The other two monitors were commissioned too late to participate in the battle. After supporting forces near the mouth of the Red River during the summer, Kickapoo was transferred to the West Gulf Blockading Squadron in October for operations against Mobile itself; Milwaukee was also transferred to the West Gulf Blockading Squadron that same month.

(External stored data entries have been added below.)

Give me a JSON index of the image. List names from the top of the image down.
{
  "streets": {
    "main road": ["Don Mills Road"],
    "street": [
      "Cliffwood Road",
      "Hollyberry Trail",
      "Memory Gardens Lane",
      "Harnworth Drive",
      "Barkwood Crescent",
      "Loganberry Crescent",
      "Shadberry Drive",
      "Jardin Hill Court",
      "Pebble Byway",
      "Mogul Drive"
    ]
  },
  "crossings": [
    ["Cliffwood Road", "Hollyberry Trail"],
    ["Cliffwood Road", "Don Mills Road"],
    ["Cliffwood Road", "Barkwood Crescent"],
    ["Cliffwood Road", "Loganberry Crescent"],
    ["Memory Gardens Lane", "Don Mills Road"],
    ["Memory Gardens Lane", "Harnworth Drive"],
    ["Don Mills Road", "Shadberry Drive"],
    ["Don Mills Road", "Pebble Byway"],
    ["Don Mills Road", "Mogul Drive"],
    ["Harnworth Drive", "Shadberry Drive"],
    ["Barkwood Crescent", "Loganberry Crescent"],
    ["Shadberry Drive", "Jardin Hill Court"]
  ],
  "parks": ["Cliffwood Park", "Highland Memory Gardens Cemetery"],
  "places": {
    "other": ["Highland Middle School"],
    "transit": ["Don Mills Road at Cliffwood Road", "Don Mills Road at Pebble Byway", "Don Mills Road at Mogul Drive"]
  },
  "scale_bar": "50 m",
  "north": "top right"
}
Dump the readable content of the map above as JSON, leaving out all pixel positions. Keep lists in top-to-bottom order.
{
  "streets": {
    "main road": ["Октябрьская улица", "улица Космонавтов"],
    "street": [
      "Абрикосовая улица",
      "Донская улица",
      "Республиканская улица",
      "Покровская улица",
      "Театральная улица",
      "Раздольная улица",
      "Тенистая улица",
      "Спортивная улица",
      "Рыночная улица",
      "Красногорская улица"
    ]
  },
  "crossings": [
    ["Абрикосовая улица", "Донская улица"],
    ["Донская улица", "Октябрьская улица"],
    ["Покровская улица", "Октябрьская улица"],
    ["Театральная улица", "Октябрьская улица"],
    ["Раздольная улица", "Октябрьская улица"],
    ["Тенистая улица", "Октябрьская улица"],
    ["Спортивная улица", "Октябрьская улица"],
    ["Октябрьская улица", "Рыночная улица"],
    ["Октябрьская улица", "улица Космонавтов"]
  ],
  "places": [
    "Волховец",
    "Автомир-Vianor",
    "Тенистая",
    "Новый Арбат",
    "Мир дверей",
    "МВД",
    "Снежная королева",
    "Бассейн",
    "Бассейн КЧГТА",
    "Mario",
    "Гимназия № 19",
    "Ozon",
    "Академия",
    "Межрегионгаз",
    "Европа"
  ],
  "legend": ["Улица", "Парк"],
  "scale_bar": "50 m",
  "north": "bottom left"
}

Union forces were too weak to attack the city itself until March 1865. The monitors moved up the Blakeley River at the end of the month to cut off Confederate communications with Spanish Fort while Union troops besieged the fort. Milwaukee and Winnebago sortied upriver on 28 March to attack a Confederate transport and Milwaukee struck a torpedo while returning from the sortie. Her entire crew survived and was rescued by Kickapoo. The following day Kickapoo rescued the crew of the monitor , which had also struck a torpedo and sunk. After the occupation of Selma, Alabama, in early April, Winnebago escorted a troop convoy to Selma and Montgomery, Alabama, and then blockaded the Tombigbee River to prevent the ironclad Nashville and other Confederate ships from interfering with Union forces.

After the war, the three surviving ships were decommissioned and later sold on 12 September 1874. Chickasaws new owners converted her to sidewheel propulsion and she became a coal and railroad ferry until 1944, when she was converted to a barge, then sank in the 1950s near Audubon Park, New Orleans. Her wreck was discovered in 2004. Milwaukees wreck was salvaged after the war, and some of her iron was used in building the Eads Bridge over the Mississippi at St. Louis.